Introduction and Set Up

Learning Objectives

  • Understand the difference between CRAN and Bioconductor
  • Be able to install Bioinformatics packages

Getting Set Up

RStudio provides a useful feature called Projects which act like a container for your work. As you use R more, you will find it useful to make sure your files and environment for one real-world project are kept together and separate from other projects.

Let’s create a new project now.

  1. Go to File > New Project
  2. In Create project from menu choose New Directory
  3. Choose Project Type New Project
  4. Make sure Create project as subdirectory of: is pointing to Desktop (or whatever your preferred location is)
  5. Call your new directory r_bioinformatics_lesson
  6. Select the check box that says Open in New Session
  7. Inside your new project, create folders called data and figures

What is Bioconductor?

In this lesson, we’ll be working with a number of bioinformatics packages along with the tidyverse family of packages. Many R packages come from CRAN (Comprehensive R Archive Network). Packages from CRAN can be installed either by using the Install Packages widget in RStudio (lower-right pane) or with the function install.packages().

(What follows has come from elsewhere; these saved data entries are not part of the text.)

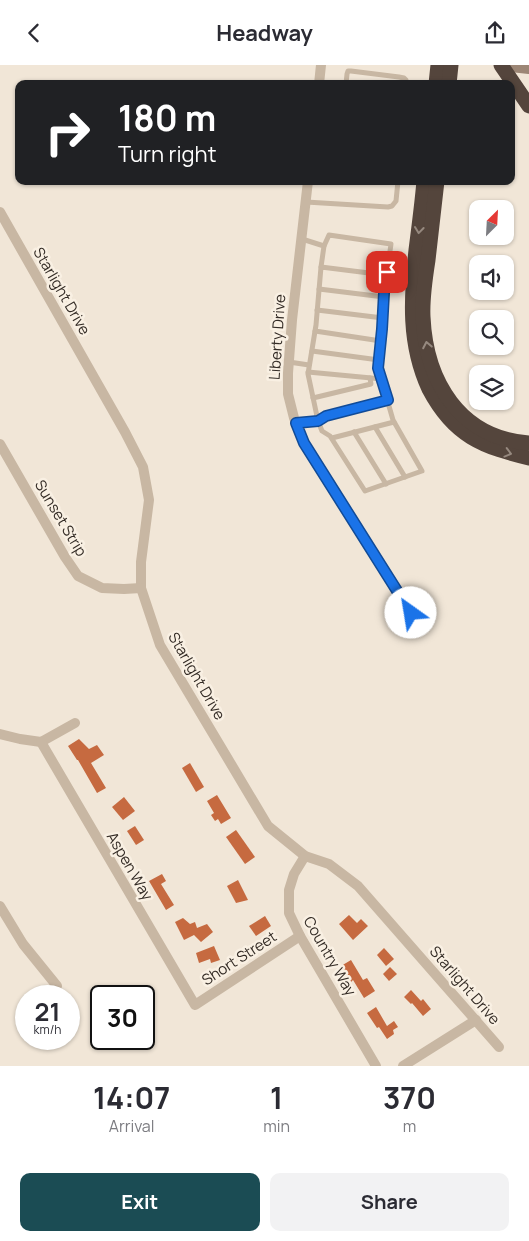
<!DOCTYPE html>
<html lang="en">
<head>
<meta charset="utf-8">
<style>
	body { margin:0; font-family:Manrope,sans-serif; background:#f2f2f3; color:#2b2b33; height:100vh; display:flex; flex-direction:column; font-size:19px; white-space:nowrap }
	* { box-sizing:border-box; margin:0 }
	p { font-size:16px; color:#7c7c81 }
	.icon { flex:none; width:28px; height:28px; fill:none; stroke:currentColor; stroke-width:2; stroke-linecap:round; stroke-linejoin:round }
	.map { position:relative; height:1001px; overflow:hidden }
	.details { display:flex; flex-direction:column; background:#fff; flex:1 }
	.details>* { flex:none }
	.guide { position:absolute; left:15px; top:15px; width:500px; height:105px; border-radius:10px; box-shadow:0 1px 4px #0004; background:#202124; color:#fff; overflow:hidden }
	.needle { width:32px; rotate:24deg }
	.controls { position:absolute; left:469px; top:135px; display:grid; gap:10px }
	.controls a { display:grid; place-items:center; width:45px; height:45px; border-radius:10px; background:#fff; box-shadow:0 1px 4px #0004; font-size:25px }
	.speed { position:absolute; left:15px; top:920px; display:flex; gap:10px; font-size:25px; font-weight:700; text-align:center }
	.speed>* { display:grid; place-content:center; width:65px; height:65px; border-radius:50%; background:#fff; box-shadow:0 1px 4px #0004; line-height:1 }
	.speed small { font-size:12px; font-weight:400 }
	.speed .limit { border:2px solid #111; border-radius:8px; background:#fff; color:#111 }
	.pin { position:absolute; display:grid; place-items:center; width:42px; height:42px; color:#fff; margin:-21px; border-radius:10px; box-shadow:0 2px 8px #0006 }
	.me { position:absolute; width:55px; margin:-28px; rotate:328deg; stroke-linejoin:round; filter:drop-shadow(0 0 4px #0008) }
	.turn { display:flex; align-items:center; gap:18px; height:105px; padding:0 20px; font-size:22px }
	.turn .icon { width:65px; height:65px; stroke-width:2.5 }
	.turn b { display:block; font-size:35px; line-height:42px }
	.eta { display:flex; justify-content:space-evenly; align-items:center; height:85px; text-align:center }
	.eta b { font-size:30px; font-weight:700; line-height:35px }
	.button { display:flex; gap:10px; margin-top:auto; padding:10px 20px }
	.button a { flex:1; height:58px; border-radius:10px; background:#1b4c54; color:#fff; font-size:20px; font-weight:700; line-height:58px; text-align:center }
	.button a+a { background:#f2f2f3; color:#2b2b33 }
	header { display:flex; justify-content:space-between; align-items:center; height:65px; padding:0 20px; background:#fff; font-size:22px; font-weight:700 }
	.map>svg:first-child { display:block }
</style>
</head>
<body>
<header><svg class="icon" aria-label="back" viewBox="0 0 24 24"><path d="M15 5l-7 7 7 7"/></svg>Headway<svg class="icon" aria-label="share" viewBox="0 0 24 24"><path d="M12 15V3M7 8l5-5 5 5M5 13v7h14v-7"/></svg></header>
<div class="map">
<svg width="529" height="1001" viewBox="0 0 529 1001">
	<rect width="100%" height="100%" fill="#f1e6d7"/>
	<g fill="#c66a40">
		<path d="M79 674 89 684 97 680 104 690 91 698 106 723 97 728 78 695H77L68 681Z"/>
		<path d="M190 698 204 722 196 727 182 703Z"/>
		<path d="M217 730 231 753 221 759 218 754 215 756 211 750 214 748 207 736Z"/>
		<path d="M124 732 135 746 123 755 112 742Z"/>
		<path d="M135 761 144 775 136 780 127 766Z"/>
		<path d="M236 765 255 792 245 799 226 772Z"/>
		<path d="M162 809 166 816 161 819 174 840 166 845 149 816Z"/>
		<path d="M238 815 248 835 236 838 227 821Z"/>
		<path d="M349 850 357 858 361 854 368 861 353 875 339 859Z"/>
		<path d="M265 851 271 861 256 871 249 861Z"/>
		<path d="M183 853 190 859 195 857 197 863 207 859 213 867 201 877 194 870 184 875 175 857Z"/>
		<path d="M214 881 220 895 211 898 210 894 199 898 196 888Z"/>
		<path d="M384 883 394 894 386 901 377 890Z"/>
		<path d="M351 895 363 915 367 913 375 926 364 933 353 915 351 917 341 901Z"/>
		<path d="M390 902 397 909 389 916 383 909Z"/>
		<path d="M411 925 421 936 423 934 431 944 423 951 412 938 411 939 404 932Z"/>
		<path d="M376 942 387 961 394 956 398 962 393 965 394 969 387 974 379 962 377 963 367 948Z"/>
	</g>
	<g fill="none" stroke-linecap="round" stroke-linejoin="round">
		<g stroke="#c8b7a3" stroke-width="5">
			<path d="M346 19 347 9 348 6H351L399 12 404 13 406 15 407 19"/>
			<path d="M306 137 388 142 392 141 396 136 398 116"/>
			<path d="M302 174 324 181 321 202"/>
			<path d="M324 181 329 170 391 179 387 207 385 210"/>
			<path d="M319 224 384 232"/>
			<path d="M317 245 383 253"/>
			<path d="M315 266 381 276"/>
			<path d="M312 286 379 295"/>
			<path d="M289 297 309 300"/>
			<path d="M308 307 382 314"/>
			<path d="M313 333 371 319 370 313"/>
			<path d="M296 357 318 356 322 366 330 371 365 426 422 406 393 355 378 303 382 264 385 210 321 202 316 260 308 309 318 356 326 351 388 335"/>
			<path d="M375 362 405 412"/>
			<path d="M354 367 386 419"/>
			<path d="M332 373 394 357"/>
		</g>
		<g stroke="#c8b7a3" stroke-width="10">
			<path d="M319 19 321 0"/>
			<path d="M308 116 292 255 288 308V329L294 353 304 378 411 548"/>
			<path d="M0 147 125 367 143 402 149 435 141 497V523L160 580 268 761 305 791 329 799 358 821 499 982"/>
			<path d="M0 379 65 492 78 511 102 523 124 524 141 523"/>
			<path d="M0 669 20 674 41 677 75 658"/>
			<path d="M41 677 195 940 300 871"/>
			<path d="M305 791 294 809 289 825V848L300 871 376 1001"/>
			<path d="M0 841 23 879 57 921"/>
			<path d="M403 1001 476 955"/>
		</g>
		<path stroke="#9c8675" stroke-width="12" d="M502 0 529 3"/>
		<g stroke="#54453c" stroke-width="15">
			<path d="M501 0 529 41"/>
			<path d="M436 19 438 0"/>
			<path d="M449 19 451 0"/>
			<path d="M424 116C422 139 419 162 416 185 411 233 408 279 429 324 439 343 453 361 471 372 489 383 509 388 529 393"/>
			<path d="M437 116C434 143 431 169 428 195 425 214 422 233 423 252 426 317 460 373 529 378"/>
		</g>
	</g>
	<defs><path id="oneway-chevron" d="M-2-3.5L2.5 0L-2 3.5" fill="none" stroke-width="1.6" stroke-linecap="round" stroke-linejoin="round" transform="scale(1.25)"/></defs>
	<g stroke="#96897f">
		<use href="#oneway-chevron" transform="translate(419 165) rotate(97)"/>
		<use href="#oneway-chevron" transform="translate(427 280) rotate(-101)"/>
		<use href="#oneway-chevron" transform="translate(508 388) rotate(15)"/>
	</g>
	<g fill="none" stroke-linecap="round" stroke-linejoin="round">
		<defs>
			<path id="route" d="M387 207 385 210 382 264 378 303 388 335 326 351 318 356 296 358 304 378 411 548"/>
		</defs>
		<use href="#route" stroke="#114b97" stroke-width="12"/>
		<use href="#route" stroke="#1a73e8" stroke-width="9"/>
	</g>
	<g text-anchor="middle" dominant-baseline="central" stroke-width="5" stroke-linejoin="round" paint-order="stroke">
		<g font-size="15" fill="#332b25" stroke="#f9f0e3">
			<text transform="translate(62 226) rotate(60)">Starlight Drive</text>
			<text transform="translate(277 272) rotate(-86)">Liberty Drive</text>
			<text transform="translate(61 453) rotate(59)">Sunset Strip</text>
			<text transform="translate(197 611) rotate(60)">Starlight Drive</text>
			<text transform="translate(130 801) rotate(60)">Aspen Way</text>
			<text transform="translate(330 891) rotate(60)">Country Way</text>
			<text transform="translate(239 893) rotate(-33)">Short Street</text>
			<text transform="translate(465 920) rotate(49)">Starlight Drive</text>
		</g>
	</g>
</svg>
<div class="controls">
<a><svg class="needle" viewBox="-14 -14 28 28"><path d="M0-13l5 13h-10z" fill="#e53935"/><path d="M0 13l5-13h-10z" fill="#7c7c81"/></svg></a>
<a><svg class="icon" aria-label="sound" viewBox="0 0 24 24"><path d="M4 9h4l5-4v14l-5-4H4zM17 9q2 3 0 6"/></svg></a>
<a><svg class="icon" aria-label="search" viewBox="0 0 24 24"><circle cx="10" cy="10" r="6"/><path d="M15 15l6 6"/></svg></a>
<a><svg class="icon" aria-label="layers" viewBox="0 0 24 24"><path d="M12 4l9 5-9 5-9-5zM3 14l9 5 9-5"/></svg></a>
</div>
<div class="speed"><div>21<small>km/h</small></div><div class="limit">30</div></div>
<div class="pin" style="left:387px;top:207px;background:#d93025"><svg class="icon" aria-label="arrive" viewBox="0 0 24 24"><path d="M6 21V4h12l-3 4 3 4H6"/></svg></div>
<svg class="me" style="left:411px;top:548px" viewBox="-20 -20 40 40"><circle r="19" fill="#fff"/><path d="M0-13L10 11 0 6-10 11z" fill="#1a73e8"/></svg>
<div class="guide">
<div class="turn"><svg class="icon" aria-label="right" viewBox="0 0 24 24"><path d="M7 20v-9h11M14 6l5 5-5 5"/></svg><div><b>180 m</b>Turn right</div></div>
</div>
</div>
<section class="details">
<div class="eta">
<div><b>14:07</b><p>Arrival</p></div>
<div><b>1</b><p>min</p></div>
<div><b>370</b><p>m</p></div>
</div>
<div class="button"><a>Exit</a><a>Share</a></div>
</section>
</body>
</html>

Bioconductor is an open-source project that provides tools for the analysis and comprehension of high-throughput biological data, built on the R programming language. It includes a large ecosystem of packages for tasks such as sequence analysis, genomic data visualization, and statistical modeling in bioinformatics. Bioconductor emphasizes reproducibility, interoperability, and the integration of biological metadata, making it especially well-suited for omics research.

To use packages from Bioconductor, we must first install and load the Biocmanager package from CRAN. Biocmanager provides an interface to the Bioconductor repository.

if (!requireNamespace("BiocManager", quietly = TRUE))
    install.packages("BiocManager")

library(BiocManager)

Next, let’s install the packages we will be using in this session. From CRAN, we’ll be installing

Package Name Purpose
tidyverse Wrangling and visualizing data
rentrez Accessing data from NCBI databases
ape Phylogenetic analysis
install.packages(c("tidyverse", "rentrez", "ape"))

Then we can install our Bioconductor packages with Biocmanager

Package Name Purpose
Biostrings Manipulating biological sequences
pwalign Pairwise Alignment
DECIPHER Multiple Sequence Alignment
BiocManager::install(c("Biostrings", "pwalign", "DECIPHER"))

NOTE: You only need to install a package once on your system (and after updates), but you will want to load the packages into your R session with the library() function.

library(ape)
library(Biostrings)
library(DECIPHER)
library(pwalign)
library(rentrez)
library(tidyverse)

Don’t be afraid if you see a lot of text and messages printing out in the console as you go through this process. You may be asked to update other packages that the ones we are trying to install are dependent on. You will also be warned if some of the packages have functions with the same name.